It’s summer and that calls for a natural summertime refreshment. Here in the South, there is no more natural summer refresher than iced tea. Sun-brewed iced tea, that is!
Everyone the world over shudders when they first encounter the Southern native’s craving for a tall glass of iced tea. My first tour in Germany brought culture shock to myself and my waiter when I asked for a glass of iced tea. He looked at me most perplexed, but said he thought he could accomplish that. He returned with a crystal clear cup of hot tea with a lonely ice cube rapidly melting away. When I explained what I meant by iced tea, his face froze in horror!! “No! No!” he exclaimed. He kindly informed me that this would be bad for my stomach and interfere with my digestion! I, on the other hand, gently explained to him that (1) I was from the Southern United States, and (2) we are quite accustomed to our iced tea and (3) it not only doesn’t interfere with but rather, enhances our dining experience. I can still recall the look of shock and dread that hung on the poor man’s face as he retreated from my table, mumbling incoherently about crazy Americans not knowing what is good for them and abusing their poor stomachs!
Now, let’s get down to the matter at hand. Brewing Sun Tea is really quite simple. The human work is very little. As the name implies, the sun does all the serious work. You do all the enjoyment. That seems a fair trade-off in these blistering days before us.
You will need at least one Sun Tea Jar, preferably glass, capacity one gallon. Some stores do offer plastic jars, but being a purist, and preferring the benefit of the rich favor of extended brewing time, I opt for glass jars. This is so simple, why not just set out two or three at a time. Once your family tastes this, multiple brew jars will make sense. I prefer to use the family-size tea bags for their convenience, but the regular single-serve tea bags will do just nicely. My brand of tea is Luzianne but others will suffice. Using the family-size tea bag, gather 4-6 bags and suspend them over the edge of the jar lip, holding on to the tags. Fill the jar with COLD water to about 2-3 inches below the collar. Screw on the lid and place your jar on a flat, stable surface in direct sunlight.

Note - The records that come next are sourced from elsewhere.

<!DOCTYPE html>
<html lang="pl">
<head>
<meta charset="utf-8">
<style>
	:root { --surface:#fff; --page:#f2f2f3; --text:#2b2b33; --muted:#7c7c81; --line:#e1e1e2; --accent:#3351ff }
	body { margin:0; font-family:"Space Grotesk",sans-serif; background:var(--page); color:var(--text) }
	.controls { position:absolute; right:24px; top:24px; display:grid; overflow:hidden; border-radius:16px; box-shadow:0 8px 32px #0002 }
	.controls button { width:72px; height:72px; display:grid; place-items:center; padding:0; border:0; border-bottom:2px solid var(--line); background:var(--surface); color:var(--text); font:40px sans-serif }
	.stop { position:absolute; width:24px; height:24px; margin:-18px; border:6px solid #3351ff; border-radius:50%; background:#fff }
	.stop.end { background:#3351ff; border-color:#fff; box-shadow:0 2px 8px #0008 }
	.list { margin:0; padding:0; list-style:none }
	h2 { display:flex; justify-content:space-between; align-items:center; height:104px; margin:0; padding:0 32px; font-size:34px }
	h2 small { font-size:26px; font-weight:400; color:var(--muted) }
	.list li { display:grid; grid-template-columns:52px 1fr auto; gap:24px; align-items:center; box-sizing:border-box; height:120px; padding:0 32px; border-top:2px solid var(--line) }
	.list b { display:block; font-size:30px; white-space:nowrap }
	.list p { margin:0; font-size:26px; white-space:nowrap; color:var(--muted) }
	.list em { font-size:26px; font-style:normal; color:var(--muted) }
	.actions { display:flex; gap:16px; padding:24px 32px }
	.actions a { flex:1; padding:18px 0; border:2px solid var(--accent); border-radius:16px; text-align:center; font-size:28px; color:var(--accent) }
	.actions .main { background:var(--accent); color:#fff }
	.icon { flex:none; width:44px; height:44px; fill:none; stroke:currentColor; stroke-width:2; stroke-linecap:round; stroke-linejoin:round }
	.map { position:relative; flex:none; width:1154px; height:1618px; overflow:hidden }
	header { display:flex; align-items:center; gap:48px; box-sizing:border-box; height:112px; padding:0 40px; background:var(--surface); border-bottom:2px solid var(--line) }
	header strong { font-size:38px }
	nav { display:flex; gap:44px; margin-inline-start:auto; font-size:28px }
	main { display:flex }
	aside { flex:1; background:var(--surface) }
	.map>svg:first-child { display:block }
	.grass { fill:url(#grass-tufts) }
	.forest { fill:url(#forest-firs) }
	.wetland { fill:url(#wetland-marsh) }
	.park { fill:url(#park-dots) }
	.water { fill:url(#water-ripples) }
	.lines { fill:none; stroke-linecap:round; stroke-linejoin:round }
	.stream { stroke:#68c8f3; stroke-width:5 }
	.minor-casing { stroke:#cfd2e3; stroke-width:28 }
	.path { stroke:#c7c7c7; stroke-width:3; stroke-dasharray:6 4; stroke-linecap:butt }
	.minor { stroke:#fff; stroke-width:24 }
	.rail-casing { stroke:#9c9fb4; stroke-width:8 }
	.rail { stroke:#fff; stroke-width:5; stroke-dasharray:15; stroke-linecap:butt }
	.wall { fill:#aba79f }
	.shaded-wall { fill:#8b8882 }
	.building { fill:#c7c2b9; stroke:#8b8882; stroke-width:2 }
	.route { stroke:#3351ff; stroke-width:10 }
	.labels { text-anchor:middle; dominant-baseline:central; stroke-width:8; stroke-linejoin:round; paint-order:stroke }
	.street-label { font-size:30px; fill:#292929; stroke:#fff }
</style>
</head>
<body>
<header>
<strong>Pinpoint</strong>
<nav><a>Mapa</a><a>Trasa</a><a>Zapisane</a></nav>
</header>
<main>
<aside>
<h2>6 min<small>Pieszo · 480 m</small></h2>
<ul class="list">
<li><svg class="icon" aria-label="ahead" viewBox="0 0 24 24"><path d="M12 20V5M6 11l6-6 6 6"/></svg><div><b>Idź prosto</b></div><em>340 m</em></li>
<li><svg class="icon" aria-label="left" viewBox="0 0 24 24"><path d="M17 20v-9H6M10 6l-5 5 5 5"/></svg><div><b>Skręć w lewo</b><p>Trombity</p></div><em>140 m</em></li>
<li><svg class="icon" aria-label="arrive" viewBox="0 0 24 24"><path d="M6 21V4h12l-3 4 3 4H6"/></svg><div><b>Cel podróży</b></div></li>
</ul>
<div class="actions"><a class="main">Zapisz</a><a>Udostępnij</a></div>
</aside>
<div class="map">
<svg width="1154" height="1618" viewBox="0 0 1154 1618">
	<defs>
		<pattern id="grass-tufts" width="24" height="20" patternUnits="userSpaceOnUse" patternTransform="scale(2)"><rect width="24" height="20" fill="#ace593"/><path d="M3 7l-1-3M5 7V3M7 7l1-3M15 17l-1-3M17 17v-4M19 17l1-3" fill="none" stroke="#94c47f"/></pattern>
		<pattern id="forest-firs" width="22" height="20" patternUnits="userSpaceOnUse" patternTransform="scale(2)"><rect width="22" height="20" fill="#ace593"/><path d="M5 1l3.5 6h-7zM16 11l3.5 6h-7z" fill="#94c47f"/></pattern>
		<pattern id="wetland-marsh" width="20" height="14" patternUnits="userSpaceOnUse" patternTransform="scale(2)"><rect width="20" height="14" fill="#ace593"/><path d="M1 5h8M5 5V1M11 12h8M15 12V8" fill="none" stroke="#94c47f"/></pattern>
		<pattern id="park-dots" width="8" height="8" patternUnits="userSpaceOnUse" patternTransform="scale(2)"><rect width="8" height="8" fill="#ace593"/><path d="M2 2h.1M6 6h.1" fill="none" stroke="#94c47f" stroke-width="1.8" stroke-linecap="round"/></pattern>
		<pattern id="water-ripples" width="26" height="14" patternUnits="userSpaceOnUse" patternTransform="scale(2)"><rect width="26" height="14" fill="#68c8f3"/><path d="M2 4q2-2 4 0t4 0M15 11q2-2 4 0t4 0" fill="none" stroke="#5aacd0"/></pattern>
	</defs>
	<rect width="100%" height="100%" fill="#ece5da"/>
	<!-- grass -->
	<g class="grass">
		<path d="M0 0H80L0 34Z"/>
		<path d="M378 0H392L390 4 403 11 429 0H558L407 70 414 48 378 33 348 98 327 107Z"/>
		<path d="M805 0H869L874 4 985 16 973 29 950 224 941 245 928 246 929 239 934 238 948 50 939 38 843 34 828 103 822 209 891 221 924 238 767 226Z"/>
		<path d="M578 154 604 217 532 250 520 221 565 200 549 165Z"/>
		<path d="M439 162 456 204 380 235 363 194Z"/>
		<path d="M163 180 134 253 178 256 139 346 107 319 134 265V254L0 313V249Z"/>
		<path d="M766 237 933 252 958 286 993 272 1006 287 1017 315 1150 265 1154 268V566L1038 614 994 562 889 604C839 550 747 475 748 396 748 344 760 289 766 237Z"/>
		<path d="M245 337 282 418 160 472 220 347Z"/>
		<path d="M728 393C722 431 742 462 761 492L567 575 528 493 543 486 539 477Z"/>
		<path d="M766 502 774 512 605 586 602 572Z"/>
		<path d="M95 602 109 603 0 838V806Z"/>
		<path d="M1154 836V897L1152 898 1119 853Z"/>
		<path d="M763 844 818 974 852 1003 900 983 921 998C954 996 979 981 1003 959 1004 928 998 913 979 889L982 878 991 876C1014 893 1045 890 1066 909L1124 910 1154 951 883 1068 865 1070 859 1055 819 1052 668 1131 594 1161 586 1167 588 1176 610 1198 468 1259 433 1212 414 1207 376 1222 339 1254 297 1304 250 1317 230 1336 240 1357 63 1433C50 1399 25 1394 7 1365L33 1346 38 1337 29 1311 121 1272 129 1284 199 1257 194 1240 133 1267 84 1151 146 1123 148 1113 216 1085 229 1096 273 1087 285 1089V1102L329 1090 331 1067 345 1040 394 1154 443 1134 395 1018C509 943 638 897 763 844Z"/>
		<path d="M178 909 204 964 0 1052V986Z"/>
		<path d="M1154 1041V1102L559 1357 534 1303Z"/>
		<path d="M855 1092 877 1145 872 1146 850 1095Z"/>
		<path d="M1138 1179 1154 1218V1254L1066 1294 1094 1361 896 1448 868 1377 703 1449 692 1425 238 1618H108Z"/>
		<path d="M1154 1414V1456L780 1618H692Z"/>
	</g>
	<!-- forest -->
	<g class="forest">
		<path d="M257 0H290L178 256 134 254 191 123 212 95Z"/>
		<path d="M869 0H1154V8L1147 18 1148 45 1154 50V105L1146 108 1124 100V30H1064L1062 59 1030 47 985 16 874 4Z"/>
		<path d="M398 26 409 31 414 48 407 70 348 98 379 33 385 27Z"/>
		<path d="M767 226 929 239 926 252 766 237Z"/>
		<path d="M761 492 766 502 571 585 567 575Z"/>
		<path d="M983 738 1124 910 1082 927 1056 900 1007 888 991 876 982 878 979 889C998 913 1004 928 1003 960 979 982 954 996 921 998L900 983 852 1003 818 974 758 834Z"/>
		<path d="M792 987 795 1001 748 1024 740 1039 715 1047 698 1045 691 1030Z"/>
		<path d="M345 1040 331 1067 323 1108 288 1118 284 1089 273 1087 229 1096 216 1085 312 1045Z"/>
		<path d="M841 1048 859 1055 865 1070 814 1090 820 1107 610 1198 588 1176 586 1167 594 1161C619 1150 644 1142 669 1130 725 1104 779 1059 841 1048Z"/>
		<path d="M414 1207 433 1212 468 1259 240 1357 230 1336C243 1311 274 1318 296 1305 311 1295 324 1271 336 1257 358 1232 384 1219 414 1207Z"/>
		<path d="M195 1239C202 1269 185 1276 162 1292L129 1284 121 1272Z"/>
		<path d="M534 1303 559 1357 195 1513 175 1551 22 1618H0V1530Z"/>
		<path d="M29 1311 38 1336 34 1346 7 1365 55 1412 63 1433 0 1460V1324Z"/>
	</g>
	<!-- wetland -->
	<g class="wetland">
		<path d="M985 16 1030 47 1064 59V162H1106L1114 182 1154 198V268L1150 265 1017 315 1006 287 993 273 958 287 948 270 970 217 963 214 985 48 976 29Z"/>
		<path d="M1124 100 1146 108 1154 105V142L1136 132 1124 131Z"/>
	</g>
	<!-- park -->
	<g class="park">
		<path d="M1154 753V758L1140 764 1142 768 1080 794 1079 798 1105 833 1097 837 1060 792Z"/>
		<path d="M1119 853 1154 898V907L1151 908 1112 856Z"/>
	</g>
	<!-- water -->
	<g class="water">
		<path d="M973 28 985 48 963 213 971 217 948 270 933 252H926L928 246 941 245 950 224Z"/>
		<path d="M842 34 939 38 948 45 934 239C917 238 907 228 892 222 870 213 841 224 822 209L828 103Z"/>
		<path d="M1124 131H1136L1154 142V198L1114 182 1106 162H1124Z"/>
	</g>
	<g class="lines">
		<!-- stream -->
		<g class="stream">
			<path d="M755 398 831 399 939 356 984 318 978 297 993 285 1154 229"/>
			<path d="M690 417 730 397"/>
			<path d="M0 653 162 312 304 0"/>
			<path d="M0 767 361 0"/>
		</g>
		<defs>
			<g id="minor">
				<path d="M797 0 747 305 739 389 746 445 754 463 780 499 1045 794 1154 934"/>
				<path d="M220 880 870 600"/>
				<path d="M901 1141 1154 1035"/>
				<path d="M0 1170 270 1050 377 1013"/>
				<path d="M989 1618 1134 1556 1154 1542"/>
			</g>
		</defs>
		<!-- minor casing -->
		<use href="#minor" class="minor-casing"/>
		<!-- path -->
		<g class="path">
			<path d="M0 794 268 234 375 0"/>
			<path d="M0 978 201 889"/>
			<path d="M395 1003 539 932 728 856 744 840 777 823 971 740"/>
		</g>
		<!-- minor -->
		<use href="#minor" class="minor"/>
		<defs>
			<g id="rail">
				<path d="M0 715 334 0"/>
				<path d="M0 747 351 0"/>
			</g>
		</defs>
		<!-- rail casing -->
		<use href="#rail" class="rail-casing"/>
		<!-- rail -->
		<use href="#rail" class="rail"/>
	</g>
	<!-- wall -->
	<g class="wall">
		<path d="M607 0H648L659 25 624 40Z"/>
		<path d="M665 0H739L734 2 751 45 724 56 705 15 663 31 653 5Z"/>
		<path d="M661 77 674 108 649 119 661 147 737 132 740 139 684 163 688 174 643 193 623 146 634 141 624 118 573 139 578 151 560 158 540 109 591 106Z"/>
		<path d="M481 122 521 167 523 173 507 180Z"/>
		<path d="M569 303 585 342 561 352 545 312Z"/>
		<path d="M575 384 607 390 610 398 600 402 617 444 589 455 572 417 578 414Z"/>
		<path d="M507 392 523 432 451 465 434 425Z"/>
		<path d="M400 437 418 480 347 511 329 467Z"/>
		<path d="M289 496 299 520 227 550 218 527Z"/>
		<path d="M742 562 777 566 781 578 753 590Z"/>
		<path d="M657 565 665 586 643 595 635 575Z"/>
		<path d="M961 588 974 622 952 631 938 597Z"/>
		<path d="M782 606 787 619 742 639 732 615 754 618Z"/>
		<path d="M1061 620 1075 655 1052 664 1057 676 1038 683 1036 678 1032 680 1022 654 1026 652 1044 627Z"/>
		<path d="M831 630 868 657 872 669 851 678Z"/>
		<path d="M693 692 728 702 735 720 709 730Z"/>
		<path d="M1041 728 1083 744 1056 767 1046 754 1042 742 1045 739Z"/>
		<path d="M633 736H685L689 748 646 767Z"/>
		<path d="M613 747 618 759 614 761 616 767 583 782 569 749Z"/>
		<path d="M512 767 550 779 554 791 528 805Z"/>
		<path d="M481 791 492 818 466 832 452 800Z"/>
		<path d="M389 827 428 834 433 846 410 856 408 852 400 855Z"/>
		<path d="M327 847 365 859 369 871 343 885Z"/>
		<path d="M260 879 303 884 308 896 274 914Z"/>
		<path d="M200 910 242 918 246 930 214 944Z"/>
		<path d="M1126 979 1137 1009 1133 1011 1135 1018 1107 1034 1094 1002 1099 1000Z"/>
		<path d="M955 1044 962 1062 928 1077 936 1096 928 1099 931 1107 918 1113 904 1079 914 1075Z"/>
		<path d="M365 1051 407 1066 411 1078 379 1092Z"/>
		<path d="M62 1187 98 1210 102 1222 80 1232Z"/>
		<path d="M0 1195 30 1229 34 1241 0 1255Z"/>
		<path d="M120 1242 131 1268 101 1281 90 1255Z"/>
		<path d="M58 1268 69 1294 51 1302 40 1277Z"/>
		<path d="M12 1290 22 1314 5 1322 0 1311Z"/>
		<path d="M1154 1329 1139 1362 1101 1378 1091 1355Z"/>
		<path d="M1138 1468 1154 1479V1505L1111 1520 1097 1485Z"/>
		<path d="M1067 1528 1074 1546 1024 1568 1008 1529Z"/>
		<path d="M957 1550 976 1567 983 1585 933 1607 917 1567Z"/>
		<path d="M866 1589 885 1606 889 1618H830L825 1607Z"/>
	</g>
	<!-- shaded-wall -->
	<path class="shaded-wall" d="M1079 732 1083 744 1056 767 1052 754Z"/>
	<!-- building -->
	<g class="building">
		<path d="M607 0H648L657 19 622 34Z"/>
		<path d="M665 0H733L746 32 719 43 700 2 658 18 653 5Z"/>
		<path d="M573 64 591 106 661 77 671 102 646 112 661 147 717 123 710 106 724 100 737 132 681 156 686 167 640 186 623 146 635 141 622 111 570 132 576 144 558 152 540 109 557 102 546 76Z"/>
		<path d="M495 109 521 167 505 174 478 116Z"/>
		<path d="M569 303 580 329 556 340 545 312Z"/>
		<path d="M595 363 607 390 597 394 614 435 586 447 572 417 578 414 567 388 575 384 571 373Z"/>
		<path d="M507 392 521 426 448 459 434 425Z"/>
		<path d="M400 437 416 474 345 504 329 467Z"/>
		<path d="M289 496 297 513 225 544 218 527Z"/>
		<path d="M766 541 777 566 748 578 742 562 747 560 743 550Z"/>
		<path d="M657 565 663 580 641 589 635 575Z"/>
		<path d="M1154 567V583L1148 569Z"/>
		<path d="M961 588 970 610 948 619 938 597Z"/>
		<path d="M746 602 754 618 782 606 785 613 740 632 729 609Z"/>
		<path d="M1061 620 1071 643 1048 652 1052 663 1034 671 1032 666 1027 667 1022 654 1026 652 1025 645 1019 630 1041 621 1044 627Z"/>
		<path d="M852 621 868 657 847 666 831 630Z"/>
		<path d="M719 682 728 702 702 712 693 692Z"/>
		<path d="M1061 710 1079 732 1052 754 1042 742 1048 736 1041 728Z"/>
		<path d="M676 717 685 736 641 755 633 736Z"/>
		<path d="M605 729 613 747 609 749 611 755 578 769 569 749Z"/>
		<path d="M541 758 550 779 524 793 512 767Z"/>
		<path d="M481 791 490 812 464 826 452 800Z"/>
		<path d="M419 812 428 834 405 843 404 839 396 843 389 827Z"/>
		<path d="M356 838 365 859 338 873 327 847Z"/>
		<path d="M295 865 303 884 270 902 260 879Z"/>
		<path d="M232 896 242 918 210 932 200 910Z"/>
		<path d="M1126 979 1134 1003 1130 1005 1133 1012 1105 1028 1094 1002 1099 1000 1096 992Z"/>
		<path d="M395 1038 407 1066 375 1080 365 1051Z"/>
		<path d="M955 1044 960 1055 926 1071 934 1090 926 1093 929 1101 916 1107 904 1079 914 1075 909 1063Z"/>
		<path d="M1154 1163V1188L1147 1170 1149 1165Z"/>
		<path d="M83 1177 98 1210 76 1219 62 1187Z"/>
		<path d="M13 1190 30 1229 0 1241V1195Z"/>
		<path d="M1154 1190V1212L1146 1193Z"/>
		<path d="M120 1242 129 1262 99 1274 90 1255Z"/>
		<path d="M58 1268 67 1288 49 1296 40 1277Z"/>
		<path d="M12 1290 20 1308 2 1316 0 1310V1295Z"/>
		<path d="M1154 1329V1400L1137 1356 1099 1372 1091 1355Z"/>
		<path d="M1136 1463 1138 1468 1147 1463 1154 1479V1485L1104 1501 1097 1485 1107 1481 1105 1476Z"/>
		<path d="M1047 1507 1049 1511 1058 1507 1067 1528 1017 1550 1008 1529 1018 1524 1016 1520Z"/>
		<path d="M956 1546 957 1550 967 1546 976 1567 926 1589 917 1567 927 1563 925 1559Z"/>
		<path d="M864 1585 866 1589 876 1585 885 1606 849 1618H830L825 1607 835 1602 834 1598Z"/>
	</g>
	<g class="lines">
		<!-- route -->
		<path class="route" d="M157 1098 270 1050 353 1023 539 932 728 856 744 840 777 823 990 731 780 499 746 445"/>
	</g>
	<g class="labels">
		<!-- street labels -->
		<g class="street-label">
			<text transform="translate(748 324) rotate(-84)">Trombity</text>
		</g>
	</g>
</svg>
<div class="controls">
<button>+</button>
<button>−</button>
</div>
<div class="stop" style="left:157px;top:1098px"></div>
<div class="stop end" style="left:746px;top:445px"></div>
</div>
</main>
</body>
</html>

If you’re using the single serve tea bags, gather 10 to 14 bags and follow the instructions above. Please DO use only COLD water. Now, your part is done. Go on with the rest of your day’s business. Give the sun 4 to 6 hours to work its magic.
I must warn first-timers that this recipe is meant for serious tea drinkers. Southerners, particularly folks in the country, regard a good tea as a thing of pride and glory. We’re talking serious braggin’ rights, here!! Get this wrong and the old folks will shame-talk about you for decades!!
Your tea should be DARK amber in color. My grandfather was known to throw out a full pitcher of tea if it wasn’t sufficiently dark-brewed. Serious tea drinker, Grandfather Samuel was! Nobody ever under-brewed sun tea twice in his house. Lost a few pitchers tho.
Back home at last? Good, now it’s time to finish the tea. Bring the jar(s) inside and set it or them on the table or counter. Open the jars and remove the tea bags. I like to press the bags and get the very last dregs of tea out of them. Discard the tea bags in the trash. To each jar add one-half cup of sweet cane sugar. Yes, I said sugar. One-half cup will more than suffice to sweeten your sun. Don’t add more until after you have test-tasted the tea. Nobody like overly sweetened tea. Only thing worst is weak,brackish tea.
Follow instructions, youngster and foreigner alike, that means you northern folk who never heard of iced tea before coming down here. Using a long handle mixing spoon, preferably a wooden spoon, stir the tea to completely distribute the sugar. Place the jar(s) in your refrigerator and let chill for about two hours.
For those with no sense of patience, get a tall glass, overfill it with ice cubes and pour the divine liquid into your glass. Savor its rich, dark color and smell its enticing aroma. Garnish with a slice of lemon or a swig of fresh mint if you wish.
Now, wander out on the veranda and sit a spell, gazing upon your backyard view. Perhaps a bird is visiting your feeder, or the sun is seating, or a favorite jazz artist is playing on the radio or stereo inside.
Press the now sweating glass to your forehead and feel its beads of sweat cool your furrowed brow. Take a sip. Take another. Your tastebuds will rejoice as they thank you for this wonder of miracles. Bet you won’t have tea any other way from here on out. Welcome to Sun-brewed Iced Tea. You’re part of the Southern States now.